Please return every line of the records below that contains the word "place".

Source records:
------------------------------

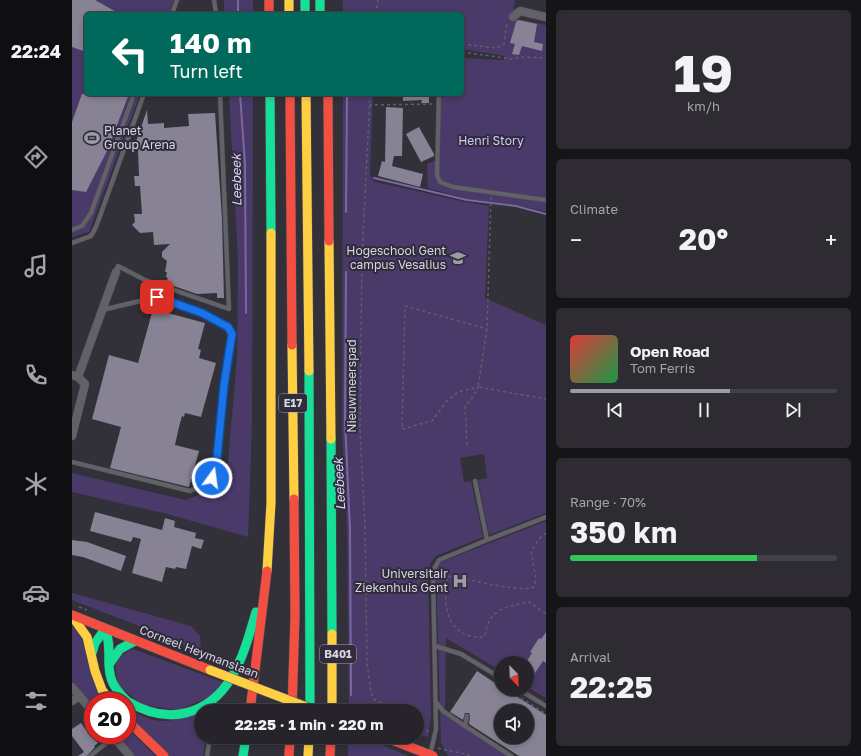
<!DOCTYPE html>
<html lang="en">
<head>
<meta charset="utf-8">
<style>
	body { margin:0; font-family:"Golos Text",sans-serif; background:#2e2c32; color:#f1f3f6; height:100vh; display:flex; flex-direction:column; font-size:15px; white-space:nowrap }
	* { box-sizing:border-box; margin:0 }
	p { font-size:13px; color:#a4a4a8 }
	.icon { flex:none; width:22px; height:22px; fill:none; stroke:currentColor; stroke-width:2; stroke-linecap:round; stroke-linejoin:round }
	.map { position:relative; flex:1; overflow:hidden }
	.details { display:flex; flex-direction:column; gap:10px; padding:10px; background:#151417; width:315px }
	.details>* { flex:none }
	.banner { position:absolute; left:12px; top:12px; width:380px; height:84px; border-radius:6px; box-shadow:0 2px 6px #0003,0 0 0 1px #424147; background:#00695c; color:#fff; overflow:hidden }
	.needle { width:26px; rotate:157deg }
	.fabs { position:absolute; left:422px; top:656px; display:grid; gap:8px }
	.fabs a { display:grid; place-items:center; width:40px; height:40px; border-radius:50%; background:#26242a; box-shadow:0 2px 6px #0003,0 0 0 1px #424147; font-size:20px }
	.speed { position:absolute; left:12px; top:692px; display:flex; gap:8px; font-size:20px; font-weight:700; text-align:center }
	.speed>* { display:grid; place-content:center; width:52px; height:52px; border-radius:50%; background:#26242a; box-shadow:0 2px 6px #0003,0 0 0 1px #424147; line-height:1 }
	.speed .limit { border:6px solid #d22; background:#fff; color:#111 }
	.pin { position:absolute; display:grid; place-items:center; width:34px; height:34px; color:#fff; margin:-17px; border-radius:8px; box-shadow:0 2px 6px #0006 }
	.me { position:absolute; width:44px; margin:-22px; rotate:14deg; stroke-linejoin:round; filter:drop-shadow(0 0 3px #0008) }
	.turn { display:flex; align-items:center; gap:14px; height:84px; padding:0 20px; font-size:18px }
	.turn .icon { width:52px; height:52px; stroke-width:2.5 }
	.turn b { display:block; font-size:28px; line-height:34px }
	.big { font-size:30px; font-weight:700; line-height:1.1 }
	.details .tile { flex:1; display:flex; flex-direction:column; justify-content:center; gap:6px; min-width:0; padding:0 14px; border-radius:6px; background:#2e2c32 }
	.details .dial { align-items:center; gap:0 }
	.dial b { font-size:52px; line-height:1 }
	.song { display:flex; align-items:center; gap:12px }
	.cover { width:48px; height:48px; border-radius:6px; background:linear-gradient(135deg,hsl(0 70% 55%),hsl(140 70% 35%)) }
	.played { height:4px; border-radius:2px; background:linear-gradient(90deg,#9d9ba5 60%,#424147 60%) }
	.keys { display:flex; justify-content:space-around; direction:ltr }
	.heat { display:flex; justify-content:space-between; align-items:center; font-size:22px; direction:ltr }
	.charge { height:6px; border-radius:3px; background:linear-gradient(90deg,#34c759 70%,#424147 0) }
	.trip { position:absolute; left:122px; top:704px; width:230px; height:40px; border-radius:20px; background:#26242a; box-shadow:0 2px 6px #0003,0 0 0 1px #424147; font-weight:700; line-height:40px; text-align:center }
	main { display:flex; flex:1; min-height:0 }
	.tab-bar { display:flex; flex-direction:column; width:72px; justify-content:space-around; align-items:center; background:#0f0e11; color:#a4a4a8 }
	.tab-bar .icon { width:28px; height:28px }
	.tab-bar .on { color:#9d9ba5 }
	.tab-bar b { font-size:18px; color:#f1f3f6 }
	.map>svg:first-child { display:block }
	.green { fill:#493a6a }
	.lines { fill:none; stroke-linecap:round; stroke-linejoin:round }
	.stream { stroke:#7968a2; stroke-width:2 }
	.building { fill:#878294; fill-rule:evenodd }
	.lane-casing { stroke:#504e55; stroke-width:5 }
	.street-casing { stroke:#504e55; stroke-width:9 }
	.fast-casing { stroke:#504e55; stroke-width:10 }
	.slow-casing { stroke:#504e55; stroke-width:10 }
	.jam-casing { stroke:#504e55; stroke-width:10 }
	.path { stroke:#615f65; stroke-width:1.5; stroke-dasharray:3 3; stroke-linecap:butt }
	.lane { stroke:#626167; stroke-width:4 }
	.street { stroke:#626167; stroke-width:8 }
	.fast { stroke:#16e098; stroke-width:9 }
	.slow { stroke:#ffcf43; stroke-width:9 }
	.jam { stroke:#f24e42; stroke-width:9 }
	.slow-bridge-casing { stroke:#504e55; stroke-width:10; stroke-linecap:butt }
	.path-bridge { stroke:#615f65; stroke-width:1.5; stroke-dasharray:3 3; stroke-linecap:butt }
	.slow-bridge { stroke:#ffcf43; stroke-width:9 }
	.route-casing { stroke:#114b97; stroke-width:10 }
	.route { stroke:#1a73e8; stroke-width:7 }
	.labels { text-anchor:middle; stroke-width:4; stroke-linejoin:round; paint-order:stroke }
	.shield { fill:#302c3c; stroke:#a5a2ae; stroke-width:1 }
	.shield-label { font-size:11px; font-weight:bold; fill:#d7d5df }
	.poi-label { font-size:12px; fill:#d7d5df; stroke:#302c3c; text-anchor:end }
	.park-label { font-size:12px; fill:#d5c7fe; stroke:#302c3c }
	.street-label { font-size:12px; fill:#d7d5df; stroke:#302c3c }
	.water-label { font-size:13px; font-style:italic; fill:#dbd2f6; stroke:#302c3c }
</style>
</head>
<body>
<main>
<nav class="tab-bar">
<b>22:24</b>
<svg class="icon on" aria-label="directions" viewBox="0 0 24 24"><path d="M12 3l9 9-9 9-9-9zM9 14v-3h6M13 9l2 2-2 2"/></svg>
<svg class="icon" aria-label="music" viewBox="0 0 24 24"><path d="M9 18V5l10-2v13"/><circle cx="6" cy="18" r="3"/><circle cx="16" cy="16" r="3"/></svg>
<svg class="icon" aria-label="phone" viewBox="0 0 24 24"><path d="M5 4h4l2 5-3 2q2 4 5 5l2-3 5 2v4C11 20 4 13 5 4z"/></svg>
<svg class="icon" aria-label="climate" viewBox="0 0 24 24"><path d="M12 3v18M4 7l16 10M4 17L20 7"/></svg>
<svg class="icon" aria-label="car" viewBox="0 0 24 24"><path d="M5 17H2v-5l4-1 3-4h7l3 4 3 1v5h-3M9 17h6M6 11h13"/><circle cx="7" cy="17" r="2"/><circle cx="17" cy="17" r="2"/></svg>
<svg class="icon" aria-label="filters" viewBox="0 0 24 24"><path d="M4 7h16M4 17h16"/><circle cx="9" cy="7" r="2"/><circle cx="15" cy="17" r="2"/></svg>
</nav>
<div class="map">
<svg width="474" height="756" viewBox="0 0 474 756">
	<rect width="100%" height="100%" fill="#323038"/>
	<path class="green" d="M0,0H102L97,14H14V94H68L17,232L0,237Z
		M152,0H181V14H152Z
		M271,0H443L440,21L446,19L474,25V212L445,205L395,199L356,188L355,164L364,160V94H390V58L432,60L433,56L390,49V14H271Z
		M157,94H181L180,424L176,537L95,514L0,492V473L113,500L141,490L155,474L165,357L166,260Z
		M271,94H301L298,174L302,182C340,189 378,200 417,206L413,298L474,325V513L417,535L406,480L415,478L412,454L388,458L392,482L399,481L411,537L364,556L359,562L356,570L359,716L356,737L345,735V711H277L275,528L270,432Z
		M474,521V632L469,639L467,638L458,652L460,653L454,663H429V671L374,638L373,711L377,718L436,756H376L369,743L364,571L369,562Z
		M0,593L119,626L128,636L129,653L114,647L105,641L0,600Z
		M0,626L7,632L31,701H21V706L0,681Z
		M61,649L153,683L137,697L107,710L70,705L46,685C43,661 38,660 61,649Z
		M471,661L474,663V698L455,687V672Z
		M55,708C88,727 93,722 129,713V737H134L131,756H97L55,716Z
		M55,728L83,756H63L45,735H55Z
		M276,737L294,738L336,756H276Z"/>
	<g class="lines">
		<path class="stream" d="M166,14V0
			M168,94L173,164L174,313
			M302,178L395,200L444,206L474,214
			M274,212L275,94
			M274,272L273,421L278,529L279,695"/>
	</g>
	<path class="building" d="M0,0H23L48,14H14V52L0,47Z
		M446,20L465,24L462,42L471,44L470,51L450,46L447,55L440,54L443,44L438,43L444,22Z
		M10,94H57L35,151L14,192L0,190V122Z
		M331,94H357V103H349L350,100L331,101Z
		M314,107L331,108L330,156H322L320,166L351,174L348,187L306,176L310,161L313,162Z
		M75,110L76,124L92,123V128L117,126L116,114L143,113L150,219L152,298H145V293L125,294L96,284L94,282L96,278L94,277L95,272H93L95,261L90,257V252L98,244L82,245L81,232L68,233L60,225L63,222L62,214H70L68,186H63L62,176H67L66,150H61Z
		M347,127L362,154V156L349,162L334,134Z
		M81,309L133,323L126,349L129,350L127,358L144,363L129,417L113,413L112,417L110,416L107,427L103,445L127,451L117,487L38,468L49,427L20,419L37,355L66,363Z
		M23,512L90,530L93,518L103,521L102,527L124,533L123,538L132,540L129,549L120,546L114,569L104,567L103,569L94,567L90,582L60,573L69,539L61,537L59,542L18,531Z
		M0,540L15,542L54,556L49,571L11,557L0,555Z
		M474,632V663L471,661L461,676L455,672V661L460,653L458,652L467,638L469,639Z
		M405,671L429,687V689H433L474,715V756H447L397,724L398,716L397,713H393L391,720L378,712ZM429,711H455V737H429Z
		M9,723L14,730L25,737L23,740L26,743L22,746L23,747L15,756H6L12,752L0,736V729Z"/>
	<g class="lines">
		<defs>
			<path id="lane" d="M142,0L144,14
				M100,14L105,0
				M367,94L365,175L368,182L381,187L474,200
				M0,230L10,226L19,213L62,94
				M0,243L19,236L24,227L72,94
				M44,272L46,266L73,280L157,309L148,94
				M0,462L118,491C131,485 139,481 144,467L152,385L161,335L156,327L130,313L85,297L30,310
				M403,481L415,540L474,517
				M363,646L389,654L429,678
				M446,689L474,706
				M364,702L371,711L393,726
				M395,716L393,726L439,756
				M358,755L364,729L361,571L367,560L415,540
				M18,756L42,737
				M135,756L138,737"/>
			<path id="street" d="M441,17L448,11L474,17
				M0,375L6,377L13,384L0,436
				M6,377L44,272
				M0,687L21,712
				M0,701L8,696
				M40,735L58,756"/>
			<path id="fast" d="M233,0V14
				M248,0V14
				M198,94L199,233
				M237,371L238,711
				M259,439L260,634
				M20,653L23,643L33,629C41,648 33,665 40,681C43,689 49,695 55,701
				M38,663L48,649L63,641
				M55,701C73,712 92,718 113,713C160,702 172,653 184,612
				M171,756L174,737"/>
			<path id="slow" d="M217,0V14
				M234,94L237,371
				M257,241L259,439
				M220,345L222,499
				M195,571L199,503V233
				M0,616L15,637L23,671L30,690L38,701
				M260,634V711
				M236,756L237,737"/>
			<path id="jam" d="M197,0V14
				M218,94L220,345
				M256,94L257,241
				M0,615L138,670
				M178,711L195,571
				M220,711L223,616L222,499
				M55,720L92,756
				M312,737L361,756
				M217,756L218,737
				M258,756L259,737"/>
		</defs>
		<use href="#lane" class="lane-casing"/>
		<use href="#street" class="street-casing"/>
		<use href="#fast" class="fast-casing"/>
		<use href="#slow" class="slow-casing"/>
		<use href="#jam" class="jam-casing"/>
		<path class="path" d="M304,14L306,0
			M390,44L425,48L432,44L435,22
			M390,52L440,59L449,57L474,58
			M298,94L290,257L288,431L293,525L295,663L299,693L302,699L325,711
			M297,105L361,104
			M419,197L415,329L406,387L474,399
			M395,445L393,406L401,397L406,387L386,392L375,401L360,421L330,429L333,306L415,329
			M474,533L467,539L459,551L464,579L462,587C441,594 381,573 375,577C372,599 372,629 398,636C403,637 409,638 413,636C416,609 433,607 457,602L474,614
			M7,607L15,610
			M72,633L89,640
			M455,673L456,672
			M435,689L442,694
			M449,698L474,714
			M345,722L358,733
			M366,748C377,752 387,751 398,756"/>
		<use href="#lane" class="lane"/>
		<use href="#street" class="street"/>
		<use href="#fast" class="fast"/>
		<use href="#slow" class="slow"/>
		<use href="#jam" class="jam"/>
		<defs>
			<path id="slow-bridge" d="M138,670L245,711"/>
		</defs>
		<use href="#slow-bridge" class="slow-bridge-casing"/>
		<path class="path-bridge" d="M253,707L263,711"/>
		<use href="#slow-bridge" class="slow-bridge"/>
	</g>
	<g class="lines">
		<defs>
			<path id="route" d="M85,297L130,313L156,327L160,334L152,385L144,468L140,478"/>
		</defs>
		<use href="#route" class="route-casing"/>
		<use href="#route" class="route"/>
	</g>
	<defs>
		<symbol id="stadium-bare" viewBox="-9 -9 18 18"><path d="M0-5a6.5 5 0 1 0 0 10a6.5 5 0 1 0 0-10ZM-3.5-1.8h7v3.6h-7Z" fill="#9d9ba5" stroke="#302c3c" stroke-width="2.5" paint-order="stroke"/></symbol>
		<symbol id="university-bare" viewBox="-9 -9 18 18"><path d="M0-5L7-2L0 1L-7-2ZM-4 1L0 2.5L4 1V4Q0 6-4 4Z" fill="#9d9ba5" stroke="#302c3c" stroke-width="2.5" paint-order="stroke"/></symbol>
		<symbol id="hospital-bare" viewBox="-9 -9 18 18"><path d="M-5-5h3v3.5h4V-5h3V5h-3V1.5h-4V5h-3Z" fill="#9d9ba5" stroke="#302c3c" stroke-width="2.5" paint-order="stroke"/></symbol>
	</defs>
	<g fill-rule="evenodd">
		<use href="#stadium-bare" x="9" y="127" width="22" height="22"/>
		<use href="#university-bare" x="375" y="247" width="22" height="22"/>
		<use href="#hospital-bare" x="377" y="570" width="22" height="22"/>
	</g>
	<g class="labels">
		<g class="shield">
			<rect x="207" y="394" width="28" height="18" rx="3"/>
			<rect x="248" y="645" width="36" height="18" rx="3"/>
		</g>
		<g class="shield-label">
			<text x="221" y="407">E17</text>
			<text x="266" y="658">B401</text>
		</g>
		<g class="poi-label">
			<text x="32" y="135" text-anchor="start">Planet<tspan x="32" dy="14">Group Arena</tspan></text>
			<text x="374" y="255">Hogeschool Gent<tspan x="374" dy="14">campus Vesalius</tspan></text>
			<text x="376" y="578">Universitair<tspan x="376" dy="14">Ziekenhuis Gent</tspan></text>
		</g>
		<g class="park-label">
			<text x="419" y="145">Henri Story</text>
		</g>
		<g class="street-label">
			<text transform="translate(280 386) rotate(-90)" y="4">Nieuwmeerspad</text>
			<text transform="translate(127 652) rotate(21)" y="4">Corneel Heymanslaan</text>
		</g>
		<g class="water-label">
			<text transform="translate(164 180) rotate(-91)" y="5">Leebeek</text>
			<text transform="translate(267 484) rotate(-93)" y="5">Leebeek</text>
		</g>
	</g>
</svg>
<div class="fabs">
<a><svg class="needle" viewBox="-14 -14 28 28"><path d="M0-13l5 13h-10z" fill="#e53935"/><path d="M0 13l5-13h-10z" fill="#a4a4a8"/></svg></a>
<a><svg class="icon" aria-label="sound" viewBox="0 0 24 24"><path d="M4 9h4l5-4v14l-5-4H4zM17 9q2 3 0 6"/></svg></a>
</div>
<div class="speed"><div class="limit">20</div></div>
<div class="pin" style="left:85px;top:297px;background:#d93025"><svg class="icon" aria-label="arrive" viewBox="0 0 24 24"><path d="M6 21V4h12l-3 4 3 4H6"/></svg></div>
<svg class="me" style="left:140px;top:478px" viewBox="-20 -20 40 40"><circle r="17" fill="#1a73e8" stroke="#fff" stroke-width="3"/><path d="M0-11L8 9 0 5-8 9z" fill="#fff"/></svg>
<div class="trip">22:25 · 1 min · 220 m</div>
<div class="banner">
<div class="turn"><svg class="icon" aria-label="left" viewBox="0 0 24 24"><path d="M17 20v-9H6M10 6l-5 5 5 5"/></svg><div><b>140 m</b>Turn left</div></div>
</div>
</div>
<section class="details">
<div class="tile dial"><b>19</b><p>km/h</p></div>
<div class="tile"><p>Climate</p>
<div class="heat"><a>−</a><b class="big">20°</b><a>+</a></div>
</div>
<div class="tile">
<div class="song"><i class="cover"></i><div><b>Open Road</b><p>Tom Ferris</p></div></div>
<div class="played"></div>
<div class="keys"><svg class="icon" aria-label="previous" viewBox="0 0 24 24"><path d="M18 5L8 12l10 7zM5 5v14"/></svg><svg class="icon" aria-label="pause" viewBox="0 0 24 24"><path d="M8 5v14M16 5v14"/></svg><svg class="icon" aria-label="next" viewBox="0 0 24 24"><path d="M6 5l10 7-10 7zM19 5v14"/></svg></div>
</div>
<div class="tile"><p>Range · 70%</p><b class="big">350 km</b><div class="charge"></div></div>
<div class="tile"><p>Arrival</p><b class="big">22:25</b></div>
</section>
</main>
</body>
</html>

------------------------------

- [Final answer]:
	.fabs a { display:grid; place-items:center; width:40px; height:40px; border-radius:50%; background:#26242a; box-shadow:0 2px 6px #0003,0 0 0 1px #424147; font-size:20px }
	.speed>* { display:grid; place-content:center; width:52px; height:52px; border-radius:50%; background:#26242a; box-shadow:0 2px 6px #0003,0 0 0 1px #424147; line-height:1 }
	.pin { position:absolute; display:grid; place-items:center; width:34px; height:34px; color:#fff; margin:-17px; border-radius:8px; box-shadow:0 2px 6px #0006 }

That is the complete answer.